The Turkish construction and contracting industry represents one of the key sectors of Turkey's economy.
Turkish contracting in the international market
During the periods in which investments slowed down in the public and private sectors, foreign contracting services gained importance. The shrinking of the economy in Turkey and the bottleneck in the construction sector resulting from it, has forced construction companies to concentrate more on business abroad.
The opening of the Turkish contractors to foreign markets started at the beginning of the 1970s. The first country to which Turkish contractors exported their services was Libya, where they started their projects by importing the necessary technology from European countries.[1]
Later on, the growing Turkish contracting services expanded to other foreign markets such as Iraq, Jordan, Saudi Arabia, Kuwait, the United Arab Emirates, Yemen and Iran. Particularly during the 1970s, 90% of the expatriate works undertaken were realized in Arab countries. Since the beginning of the 1980s, the Turkish Contractors have oriented themselves more towards the former Soviet Union countries. In the 1990s, due to the economic depression and the political uncertainties in the Middle Eastern and North African countries, the Turkish Contractors have focused predominantly on the Commonwealth of Independent States, Eastern Europe and Asian countries. In this framework, they have undertaken important projects in the Russian Federation, Ukraine, the Caucasus, the Central Asian Republics, Germany, Pakistan and the Far East.[1]
From the beginning of the 1970s to the end of 2022, Turkish contractors have completed more than 11,605 projects in 133 countries.[2] Their business volume abroad has reached 472 billion US Dollars in 2022.[2] The Turkish Contractors Association (TCA) currently has 139 members from Turkeys main contracting companies.[1] 90% of the members of TCA is composed of engineers and architects.
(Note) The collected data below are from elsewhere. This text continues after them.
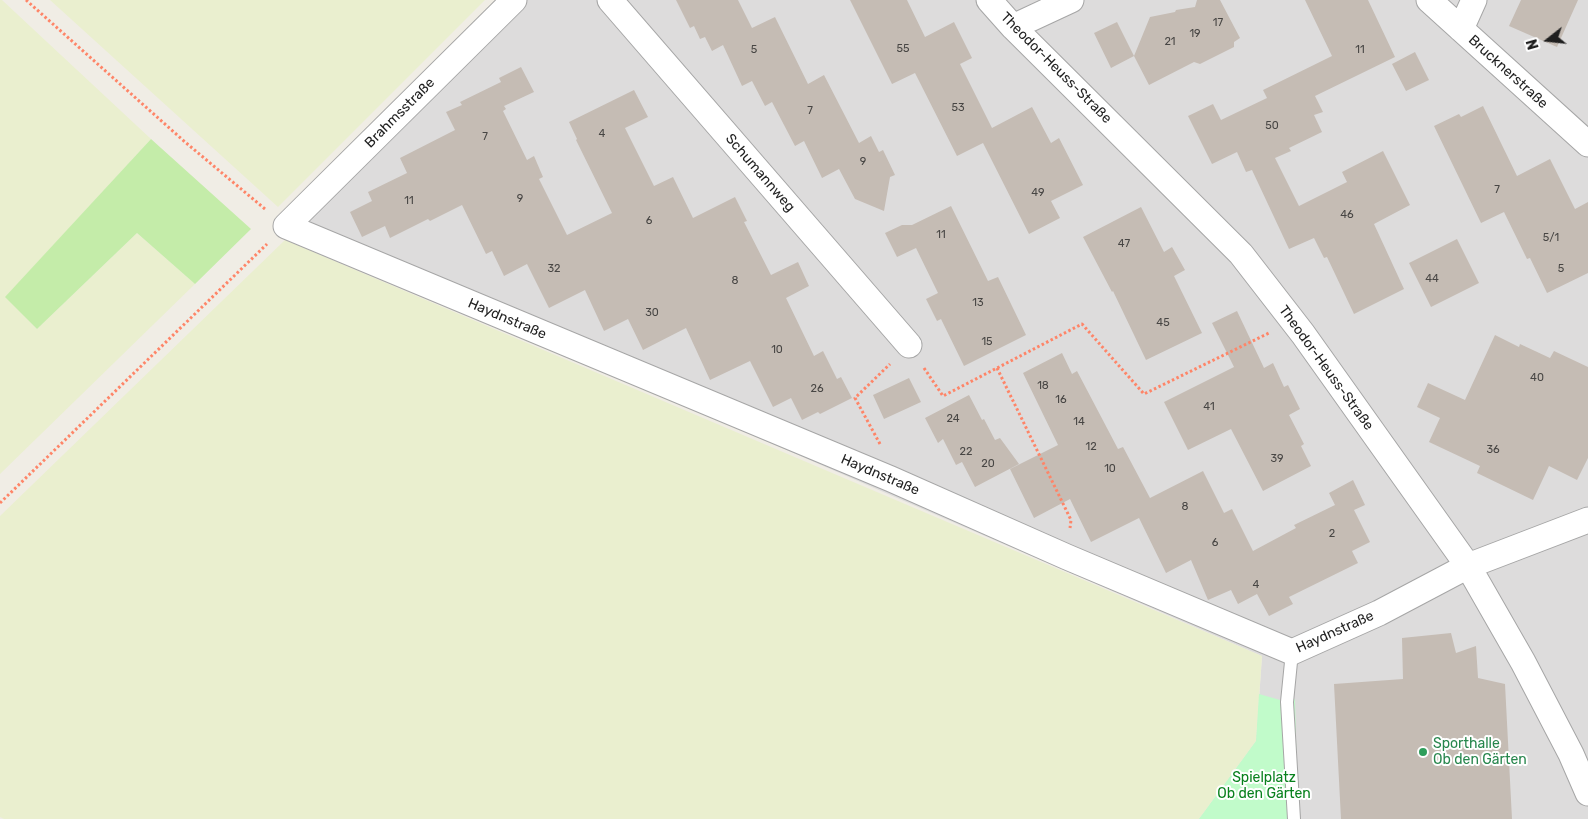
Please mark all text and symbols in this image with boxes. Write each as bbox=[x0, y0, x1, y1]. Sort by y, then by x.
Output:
street label: Theodor-Heuss-Straße bbox=[997, 9, 1115, 127]
north arrow bbox=[1523, 15, 1573, 65]
house number: 17 bbox=[1213, 16, 1223, 30]
house number: 19 bbox=[1189, 27, 1201, 41]
street label: Brucknerstraße bbox=[1465, 32, 1551, 112]
house number: 21 bbox=[1164, 35, 1176, 49]
text: N bbox=[1524, 37, 1543, 51]
house number: 55 bbox=[896, 42, 910, 56]
house number: 5 bbox=[751, 43, 757, 57]
house number: 11 bbox=[1355, 43, 1365, 57]
street label: Brahmsstraße bbox=[362, 75, 438, 151]
house number: 53 bbox=[951, 101, 965, 115]
house number: 7 bbox=[807, 104, 813, 118]
house number: 50 bbox=[1265, 119, 1279, 133]
house number: 4 bbox=[599, 127, 605, 141]
house number: 7 bbox=[482, 130, 488, 144]
street label: Schumannweg bbox=[722, 131, 798, 215]
house number: 9 bbox=[860, 155, 866, 169]
house number: 7 bbox=[1494, 183, 1500, 197]
house number: 49 bbox=[1031, 186, 1045, 200]
house number: 9 bbox=[517, 192, 523, 206]
house number: 11 bbox=[404, 194, 414, 208]
house number: 46 bbox=[1340, 208, 1354, 222]
house number: 6 bbox=[646, 214, 652, 228]
house number: 11 bbox=[936, 228, 946, 242]
house number: 5/1 bbox=[1543, 231, 1559, 245]
house number: 47 bbox=[1118, 237, 1130, 251]
house number: 32 bbox=[547, 262, 561, 276]
house number: 5 bbox=[1558, 262, 1564, 276]
house number: 44 bbox=[1425, 272, 1439, 286]
house number: 8 bbox=[732, 274, 738, 288]
street label: Haydnstraße bbox=[465, 295, 549, 343]
house number: 13 bbox=[972, 296, 984, 310]
street label: Theodor-Heuss-Straße bbox=[1275, 302, 1377, 434]
house number: 30 bbox=[645, 306, 659, 320]
house number: 45 bbox=[1156, 316, 1170, 330]
house number: 15 bbox=[981, 335, 993, 349]
house number: 10 bbox=[771, 343, 783, 357]
house number: 40 bbox=[1530, 371, 1544, 385]
house number: 18 bbox=[1037, 379, 1049, 393]
house number: 26 bbox=[810, 382, 824, 396]
house number: 16 bbox=[1055, 393, 1067, 407]
house number: 41 bbox=[1203, 400, 1215, 414]
house number: 24 bbox=[946, 412, 960, 426]
house number: 14 bbox=[1073, 415, 1085, 429]
house number: 12 bbox=[1085, 440, 1097, 454]
house number: 36 bbox=[1486, 443, 1500, 457]
house number: 22 bbox=[960, 445, 972, 459]
street label: Haydnstraße bbox=[838, 451, 922, 499]
house number: 39 bbox=[1270, 452, 1284, 466]
house number: 20 bbox=[981, 457, 995, 471]
house number: 10 bbox=[1104, 462, 1116, 476]
house number: 8 bbox=[1182, 500, 1188, 514]
house number: 2 bbox=[1329, 527, 1335, 541]
house number: 6 bbox=[1212, 536, 1218, 550]
house number: 4 bbox=[1253, 578, 1259, 592]
street label: Haydnstraße bbox=[1293, 607, 1377, 657]
place label: Sporthalle Ob den Gärten bbox=[1433, 736, 1527, 769]
marker: Sporthalle Ob den Gärten bbox=[1417, 746, 1429, 758]
park label: Spielplatz Ob den Gärten bbox=[1217, 770, 1311, 802]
These are responsible for the realisation of 70% of domestic construction works and 80% of over 4,200 projects undertaken in 69 countries.[1]
Timeline
The works of Turkish contractors can be evaluated over three decades plus the period during 2000–2005.[1]
- 1972–1979
Most of the works undertaken during this period were in North Africa and especially in Libya (72.54%) and later on, in Saudi Arabia (15.44%), Iraq (7.25%), Kuwait (4.71%), Greece (0.06%) and Iran (0.01%).
The most important field of activity in this period was housing (32.14%), followed by harbours (18.11%), road/ bridge/ tunnel works (11.67%) and urban infrastructure projects (8.19%).
- 1980–1989
Most of the works undertaken during the second decade were realized in Libya again, despite a relative decrease in proportion (55.05%). Saudi Arabia (24.38%) and Iraq (11.16%) were ranked respectively second and third thus maintaining the position they had occupied during the first decade. The emergence of the former Soviet Union was a new development that occurred during this period (3.50%). Other countries in which Turkish contractors started working were Jordan, Yemen, Iran, the USA, Tunisia, the United Arab Emirates, Kuwait and the Turkish Republic of Northern Cyprus.
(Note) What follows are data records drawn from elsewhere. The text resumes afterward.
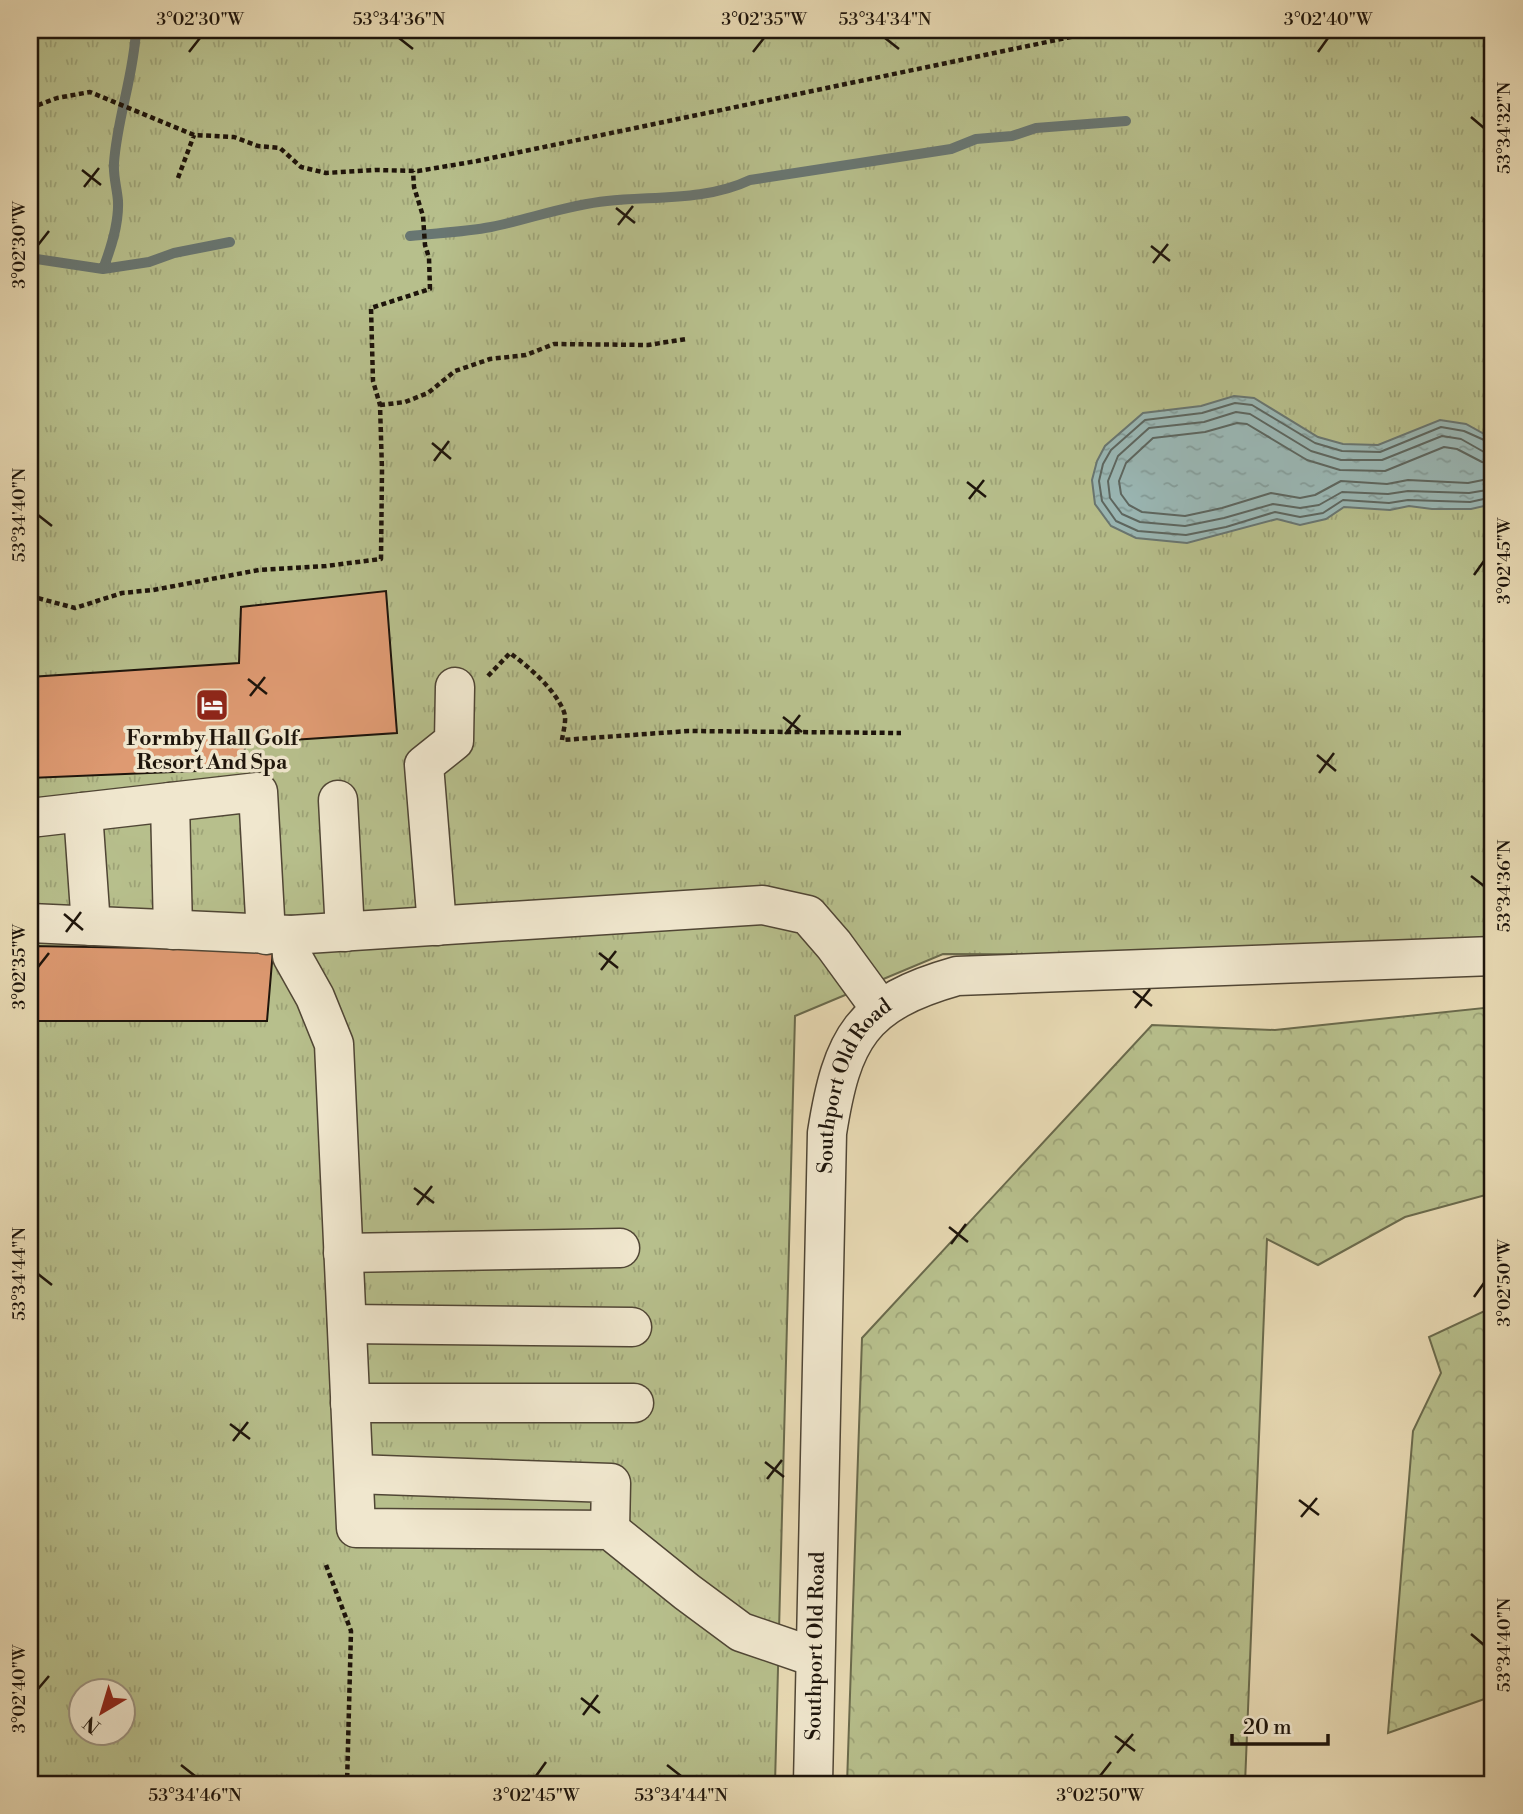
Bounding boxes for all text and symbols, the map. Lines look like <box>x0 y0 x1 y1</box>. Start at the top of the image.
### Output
text: 3°02'30"W <box>156 8 245 31</box>
text: 53°34'36"N <box>353 8 446 31</box>
text: 3°02'35"W <box>721 8 808 31</box>
text: 53°34'34"N <box>839 8 932 31</box>
text: 3°02'40"W <box>1284 8 1373 31</box>
text: 53°34'32"N <box>1493 81 1516 174</box>
text: 3°02'30"W <box>8 200 31 289</box>
text: 53°34'40"N <box>8 467 31 562</box>
text: 3°02'45"W <box>1493 517 1516 604</box>
hotel icon: Formby Hall Golf Resort And Spa <box>193 686 231 724</box>
place label: Formby Hall Golf Resort And Spa <box>126 726 300 776</box>
text: 53°34'36"N <box>1493 839 1516 932</box>
text: 3°02'35"W <box>8 923 31 1010</box>
street label: Southport Old Road <box>813 993 897 1174</box>
text: 53°34'44"N <box>8 1227 31 1321</box>
text: 3°02'50"W <box>1493 1238 1516 1327</box>
street label: Southport Old Road <box>801 1551 831 1741</box>
text: 53°34'40"N <box>1493 1597 1516 1692</box>
text: 3°02'40"W <box>8 1644 31 1733</box>
north arrow <box>66 1678 136 1748</box>
scale bar <box>1232 1702 1329 1746</box>
text: N <box>79 1711 105 1739</box>
text: 20 m <box>1243 1715 1292 1741</box>
text: 53°34'46"N <box>148 1784 242 1807</box>
text: 3°02'45"W <box>493 1784 580 1807</box>
text: 53°34'44"N <box>634 1784 728 1807</box>
text: 3°02'50"W <box>1056 1784 1145 1807</box>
During this period, housing activities (38.90%) and urban infrastructure projects (17.52%) increased and were followed by road/ bridge/ tunnel (6.69%) and agricultural projects (6.33%).
- 1990–1999
In the third decade, the trend changed completely. While the share of the Russian Federation increased to (36.19%), Libya's share decreased drastically to (11.19%). Libya was followed by Pakistan (6.92%) and Turkmenistan (6.67%). Together, the works undertaken in the former Soviet Union countries amounted to 61%. The differentiation of the countries in which new projects were undertaken was a novel development characteristic of this decade. Pakistan (6.92%), Turkmenistan (6.67%), Kazakhstan (6.55%), Uzbekistan (4.29%), Bulgaria (2.79%), the USA (2.69%), Azerbaijan (2.30%) and Croatia (1.86%) emerged as new markets. Other important developments were the considerable decrease in the proportion of works in Saudi Arabia (3.44%) and the disappearance of Iraq from the scene. The "other" category comprised 33 countries with a proportion of 8%.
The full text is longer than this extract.